What to do: From the entries, copy every line that carries the string "list".
Segment Start: Data for review
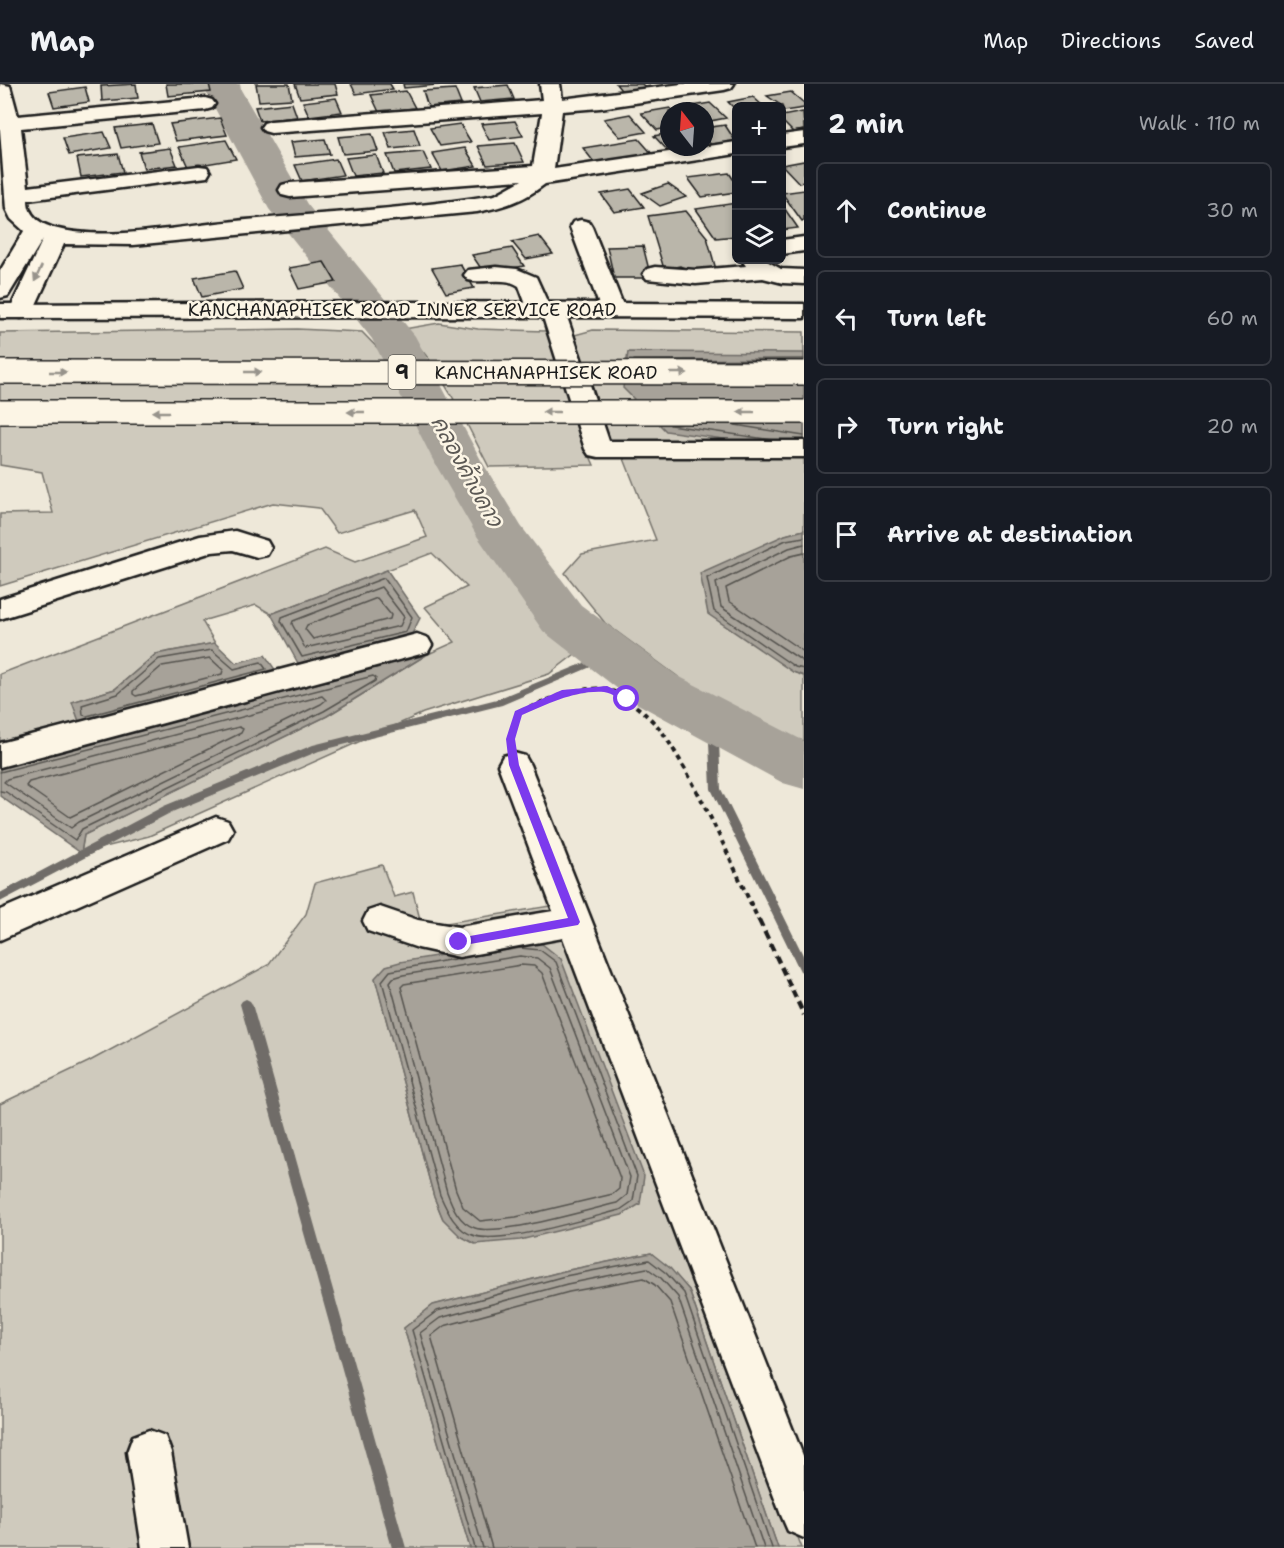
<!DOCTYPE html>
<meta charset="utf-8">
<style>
:root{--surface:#171b24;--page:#20242c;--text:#f1f3f6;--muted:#9ea1a6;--line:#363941}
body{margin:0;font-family:"Shantell Sans","Playpen Sans Thai",sans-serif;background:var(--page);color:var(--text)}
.controls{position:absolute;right:18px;top:18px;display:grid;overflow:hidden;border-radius:9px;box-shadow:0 3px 9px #0003}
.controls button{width:54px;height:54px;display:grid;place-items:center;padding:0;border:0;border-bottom:2px solid var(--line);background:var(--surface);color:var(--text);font:30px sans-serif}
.compass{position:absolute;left:660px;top:18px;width:54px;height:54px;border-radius:50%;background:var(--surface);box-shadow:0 3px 9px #0003;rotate:343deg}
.stop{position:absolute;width:18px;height:18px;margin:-14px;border:4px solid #7c3aed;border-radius:50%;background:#fff}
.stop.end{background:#7c3aed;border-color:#fff;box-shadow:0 2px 6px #0008}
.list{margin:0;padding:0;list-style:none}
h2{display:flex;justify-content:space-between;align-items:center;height:78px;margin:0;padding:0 24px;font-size:26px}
h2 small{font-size:20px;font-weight:400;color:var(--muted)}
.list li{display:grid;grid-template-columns:39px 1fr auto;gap:18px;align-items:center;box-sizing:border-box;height:96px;margin:0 12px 12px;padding:0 12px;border:2px solid var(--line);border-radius:9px}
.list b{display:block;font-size:22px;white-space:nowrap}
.list em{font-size:20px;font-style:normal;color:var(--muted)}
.icon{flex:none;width:33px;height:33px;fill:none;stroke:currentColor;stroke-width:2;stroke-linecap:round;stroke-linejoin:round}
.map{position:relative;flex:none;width:804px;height:1464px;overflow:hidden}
header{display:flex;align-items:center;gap:36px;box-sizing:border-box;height:84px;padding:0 30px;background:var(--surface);border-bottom:2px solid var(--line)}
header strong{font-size:28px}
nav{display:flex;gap:33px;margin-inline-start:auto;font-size:21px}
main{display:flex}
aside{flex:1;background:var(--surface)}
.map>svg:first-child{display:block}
.green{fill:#cfcabd;stroke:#76736c;stroke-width:1.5;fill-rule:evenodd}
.water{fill:#a7a299;stroke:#6f6c67;stroke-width:1.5}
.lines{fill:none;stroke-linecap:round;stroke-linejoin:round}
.shore{stroke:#54524e;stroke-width:1.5}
.stream{fill:#6f6c67;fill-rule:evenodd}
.river{fill:#a7a299;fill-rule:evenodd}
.building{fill:#bab6aa;stroke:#1c1c1c;stroke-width:1.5}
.minor-casing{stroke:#1c1c1c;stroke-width:5}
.major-casing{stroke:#1c1c1c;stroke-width:5}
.path-far1{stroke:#1c1c1c;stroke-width:4;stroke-dasharray:5 4.5;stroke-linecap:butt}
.path{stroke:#1c1c1c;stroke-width:4.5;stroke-dasharray:8 5;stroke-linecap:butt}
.minor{fill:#fcf5e5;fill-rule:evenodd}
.major{fill:#fcf5e5;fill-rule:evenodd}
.highway-bridge-casing{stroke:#1c1c1c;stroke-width:26;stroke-linecap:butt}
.highway-bridge{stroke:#fcf5e5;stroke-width:23}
.oneway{fill:#97938b}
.route{fill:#7c3aed}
.labels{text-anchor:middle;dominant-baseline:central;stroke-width:5;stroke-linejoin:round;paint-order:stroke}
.far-street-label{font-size:18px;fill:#1c1c1c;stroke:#fcf5e5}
.shield{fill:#fcf5e5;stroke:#5f5d58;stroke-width:1.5}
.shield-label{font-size:20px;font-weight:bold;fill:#1c1c1c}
.water-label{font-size:22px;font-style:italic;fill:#5b5854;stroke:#fcf5e5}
</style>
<header>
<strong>Map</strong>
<nav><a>Map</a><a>Directions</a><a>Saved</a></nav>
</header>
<main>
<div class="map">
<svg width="804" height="1464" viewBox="0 0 804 1464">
<rect width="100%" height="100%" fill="#eee8d9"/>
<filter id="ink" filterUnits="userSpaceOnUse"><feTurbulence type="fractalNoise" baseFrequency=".0167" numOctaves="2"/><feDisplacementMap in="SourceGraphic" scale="12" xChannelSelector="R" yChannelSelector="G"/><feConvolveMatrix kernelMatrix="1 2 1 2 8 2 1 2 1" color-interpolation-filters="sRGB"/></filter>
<g filter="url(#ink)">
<!-- green -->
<path class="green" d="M439,239L478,245L546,247L556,264L579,348L594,381L489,383L455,317L429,275L404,245Z
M297,245L362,248L389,276L425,356L447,373L474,423L549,540L579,567L549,590L423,629L149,752L81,769L84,751L327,632L426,571L455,558L425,523L467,503L432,469L271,530L256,521L202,537L215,559L156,570L115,605L73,618L80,640L0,660V590L325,465L355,478L427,453L415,426L337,449L319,424L273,419L0,502V430L53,429L42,388L0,381V249Z
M593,246L804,248V446L785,451L793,588L804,592V657L741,639L605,539L565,489L582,470L656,456L625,377L605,349L571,252Z
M382,781L394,813L413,808L422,843L556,821L802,1464H778L689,1206L651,1169L564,1187L434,1221L404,1244L470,1464H0V1020L88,978L268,881L306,830L315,799ZM375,894L443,1135L434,1113Z"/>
<!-- water -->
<path class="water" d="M628,268L804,269V366L666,347L623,304Z
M804,446V592L793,588L708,530L700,489L785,451Z
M387,486L420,534L410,554L299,581L271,530Z
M215,559L236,579L265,571L278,590L80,640L72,618L115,605L156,570Z
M426,571L327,632L84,751L81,769L0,712V682Z
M520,858L542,860L561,875L644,1092L640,1120L622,1131L520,1156L475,1160L460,1152L443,1135L434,1113L375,894L386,882L400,878Z
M651,1169L670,1184L689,1206L778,1464H470L404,1244L433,1221L564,1187Z"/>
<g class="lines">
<!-- shore -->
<path class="shore" d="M634,276L804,275
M670,341L773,356
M735,341L804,352
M804,453L786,456L707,494L714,527L795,583L804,585
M804,460L789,464L716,499L721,523L804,578
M804,469L791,472L726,504L729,517L804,568
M384,494L412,533L406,548L302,573L281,537L282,533Z
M381,503L404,533L400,542L305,564L292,540L293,537Z
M377,514L391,531L390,535L313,555L305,545L307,541Z
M212,566L234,585L261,578L266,585L87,632L83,631L82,621L118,610L159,575Z
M210,574L223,586L222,590L136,612L133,610V607L162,582Z
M322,612L326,616L321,620L79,738L71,744L4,698L7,695Z
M239,643L243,645L241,649L70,733L26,702L29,698Z
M0,688L373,592L376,594L375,597L324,627L82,745L75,756L6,708L0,707
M520,872L537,874L550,884L630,1093L627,1111L617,1119C587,1126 501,1152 475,1144C459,1139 452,1122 447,1108L390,898L393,894L403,891Z
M459,874L390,887L382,897L440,1111C447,1127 456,1147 475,1152C504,1160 588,1134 620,1126L633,1117L637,1092L556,878L540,866L520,864L460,874
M521,881L534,882L542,889L620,1094L619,1105L613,1110L516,1133L480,1137L463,1123L456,1106L401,903L404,900Z
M475,1464L412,1246L437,1227L565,1192L649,1176L666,1189L684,1209L772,1464
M483,1464L420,1249L440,1234L567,1200L647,1184L661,1194L678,1213L764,1464
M492,1464L431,1252L444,1242L569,1208L644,1194L655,1201L670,1218L755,1464"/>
<!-- stream -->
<path class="stream" d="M611,568L614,569L616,571L614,573L502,621L319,667L172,728L0,818V809L164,722L313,661L497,615Z
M713,631L718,635L721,705L804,873V889L800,887L711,705L708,635Z
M246,915L250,917L252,920L406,1464H392L240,920L242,917Z"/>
<!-- river -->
<path class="river" d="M204,0H240L241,6L307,120L415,252L481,376L521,442L581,521L676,591L804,657V705L783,699L636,619L543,547L477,452L433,376L372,255L269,125L205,6Z"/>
</g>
<!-- building -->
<path class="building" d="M136,0L138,14L102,17L101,2Z
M166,0H209L211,8L168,12Z
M256,0H289L292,15L259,17Z
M295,0H335L338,10L300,14Z
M351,0H390L393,5L356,10Z
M403,0H437L438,1L404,4Z
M616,0H642L648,6L624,10Z
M508,1L514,15L480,18L474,4Z
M85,3L89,18L54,23L49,8Z
M455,5L461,20L428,23L423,7Z
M406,7L415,24L379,28L371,11Z
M791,8L804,19V24L784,27L782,22L767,12Z
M753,13L763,22H736V26L728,18Z
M336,14L342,28L309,32L303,18Z
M292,19L297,33L260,37L255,23Z
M710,19L726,34L705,38V27H691L687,23Z
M670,24L673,27H669V44L657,46L641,29Z
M803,28L804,46L793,48L782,37V32Z
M630,30L646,48L620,53L604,35Z
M220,34L227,51L176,57L170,40Z
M515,37L523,52L489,56L481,40Z
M152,40L158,59L121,64L115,44Z
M460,40L471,58L440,62L430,44Z
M725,41L736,58L711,61L705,53V44Z
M414,45L420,62L391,65L385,48Z
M104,48L111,64L69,71L63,54Z
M669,49V63H694L696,65L671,70L654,52Z
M372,50L378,67L343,70L338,53Z
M325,55L330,70L295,73L291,58Z
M639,55L655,73L597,82L583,64Z
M226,56L236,75L188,83L179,63Z
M515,59L524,78L487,81L478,62Z
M170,64L177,81L144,85L139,68Z
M465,64L476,82L442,87L432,69Z
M423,68L431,85L394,89L387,71Z
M118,70L123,88L81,93L77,74Z
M376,71L383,89L353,92L346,74Z
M336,75L343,91L302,97L295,81Z
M804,77V98L799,99L782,81Z
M729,89L736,99V108L702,113L688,94Z
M668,100L686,113L660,122L642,109Z
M630,105L644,123L614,128L601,110Z
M804,106V136L802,137L782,109Z
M736,119V152L716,154L696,125Z
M782,121L798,144L782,146Z
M686,127L707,153L715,182L699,191L680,182L664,185L648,132Z
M539,152L553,170L526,175L512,158Z
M643,162L651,194H614L607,163Z
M512,164L524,182L484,189L472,171Z
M324,178L336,198L299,205L289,184Z
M460,180L474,204L446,209L432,184Z
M235,187L243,205L202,213L194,194Z"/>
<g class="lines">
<defs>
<path id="minor" d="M0,0L10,2L18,32L205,14L212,16L215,20L212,24L205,26L21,44L28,103L199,82L207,83L210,88L207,93L199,94L28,116C28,133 42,141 58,145C108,157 183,142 236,137C322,129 410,125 495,111L522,96L290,113L282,111L279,106L282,101L290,99L533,82L542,29L271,49L264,47L261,43L264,39L271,37L542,16L540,0H560L562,15L682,0H734L731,4L724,6L600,24L562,27L554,85L736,58V70L545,100C523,117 504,123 477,128L133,161L64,160L33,227L30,232L21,234L12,232L9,227L43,155L8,212L0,214V187L24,147L11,135L6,125L0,46Z
M804,48V60L782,63V51Z
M581,136L589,138L592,143L625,226L622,231L613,233L604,231L601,226L570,143L573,138Z
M804,153V167L782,170V156Z
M742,176H765L781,185L804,186V200L783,199L763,194L696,200L647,195L643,190L647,185L655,183L696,186L746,182Z
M496,183L517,185L536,193L551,226L548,231L539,233L530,231L519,202C505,192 484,200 468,196L464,191L468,186Z
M235,447L267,457L271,464L267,471L257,473L233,466L212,468L0,535V515L200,452Z
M417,550L428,554L432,561L428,568L0,683V659Z
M514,669L525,672L530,681L804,1374V1454L788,1447L781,1431L563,854L459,873L418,864L368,847L363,837L368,827L380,823L418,836L459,843L553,827L498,681L503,672Z
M216,733L228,737L233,746L228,755L0,856V826Z
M149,1346L165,1352L171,1368L188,1464H142L127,1368L133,1352Z"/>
<path id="major" d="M417,218L804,220V234L567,233L609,357H804V373H598L589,371L585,365L543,233L0,234V220Z"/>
</defs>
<!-- minor casing -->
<use href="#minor" class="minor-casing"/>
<!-- major casing -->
<use href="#major" class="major-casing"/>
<!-- path-far1 -->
<path class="path-far1" d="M511,653L518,629C545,617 575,602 606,605C621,607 655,637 663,649C702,708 729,774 759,837"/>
<!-- path -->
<path class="path" d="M759,836L804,931"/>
<!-- minor -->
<use href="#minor" class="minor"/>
<!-- major -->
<use href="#major" class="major"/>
<defs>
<path id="highway-bridge" d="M0,288L804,289
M0,328H804"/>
</defs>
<!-- highway-bridge casing -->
<use href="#highway-bridge" class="highway-bridge-casing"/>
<!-- highway-bridge -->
<use href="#highway-bridge" class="highway-bridge"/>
</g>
<!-- one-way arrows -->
<defs><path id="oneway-solid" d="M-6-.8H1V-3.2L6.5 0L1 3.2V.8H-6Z" transform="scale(1.5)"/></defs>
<g class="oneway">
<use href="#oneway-solid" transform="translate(38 190) rotate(115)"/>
<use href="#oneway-solid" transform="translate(58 288)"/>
<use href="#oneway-solid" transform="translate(253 288)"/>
<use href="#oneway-solid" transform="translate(679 289)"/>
<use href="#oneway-solid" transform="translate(161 328) rotate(-180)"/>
<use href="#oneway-solid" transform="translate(356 328) rotate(-180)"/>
<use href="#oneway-solid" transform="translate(551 328) rotate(-180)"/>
<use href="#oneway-solid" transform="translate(746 328) rotate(-180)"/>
</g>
</g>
<!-- route -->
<path class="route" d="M607,602L631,613V617C621,619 614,609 604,608C575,606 548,620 522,631L515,655L519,681L580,838L578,841L459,862L456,861L454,858L459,854L568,834L509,681L506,655L515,627L562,606Z"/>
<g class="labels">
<!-- far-street labels -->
<g class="far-street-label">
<text x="402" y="226">KANCHANAPHISEK ROAD INNER SERVICE ROAD</text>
<text x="546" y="289">KANCHANAPHISEK ROAD</text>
</g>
<!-- shield labels -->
<rect class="shield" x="388.5" y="271" width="27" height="34" rx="4.5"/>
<g class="shield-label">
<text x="402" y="288">9</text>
</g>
<!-- water labels -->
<g class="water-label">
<text transform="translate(467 387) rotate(61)">คลองค้างคาว</text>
</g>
</g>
</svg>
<div class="controls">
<button>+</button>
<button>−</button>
<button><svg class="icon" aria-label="layers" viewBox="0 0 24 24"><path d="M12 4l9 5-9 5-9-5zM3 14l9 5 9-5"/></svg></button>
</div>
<svg class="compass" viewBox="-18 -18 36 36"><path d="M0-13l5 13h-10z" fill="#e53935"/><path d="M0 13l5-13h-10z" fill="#9ea1a6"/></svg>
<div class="stop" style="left:627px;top:615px"></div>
<div class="stop end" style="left:459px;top:858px"></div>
</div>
<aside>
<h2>2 min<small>Walk · 110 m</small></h2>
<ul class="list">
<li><svg class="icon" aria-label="ahead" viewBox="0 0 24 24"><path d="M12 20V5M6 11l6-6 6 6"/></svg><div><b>Continue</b></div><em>30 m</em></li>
<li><svg class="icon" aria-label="left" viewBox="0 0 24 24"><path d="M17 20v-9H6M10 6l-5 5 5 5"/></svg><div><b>Turn left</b></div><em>60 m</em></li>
<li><svg class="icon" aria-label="right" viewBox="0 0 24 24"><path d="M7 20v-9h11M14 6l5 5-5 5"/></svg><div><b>Turn right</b></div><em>20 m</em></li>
<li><svg class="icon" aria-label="arrive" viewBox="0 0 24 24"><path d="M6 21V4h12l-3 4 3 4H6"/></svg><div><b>Arrive at destination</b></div></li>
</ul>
</aside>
</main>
Segment End: Data for review
Output:
.list{margin:0;padding:0;list-style:none}
.list li{display:grid;grid-template-columns:39px 1fr auto;gap:18px;align-items:center;box-sizing:border-box;height:96px;margin:0 12px 12px;padding:0 12px;border:2px solid var(--line);border-radius:9px}
.list b{display:block;font-size:22px;white-space:nowrap}
.list em{font-size:20px;font-style:normal;color:var(--muted)}
<ul class="list">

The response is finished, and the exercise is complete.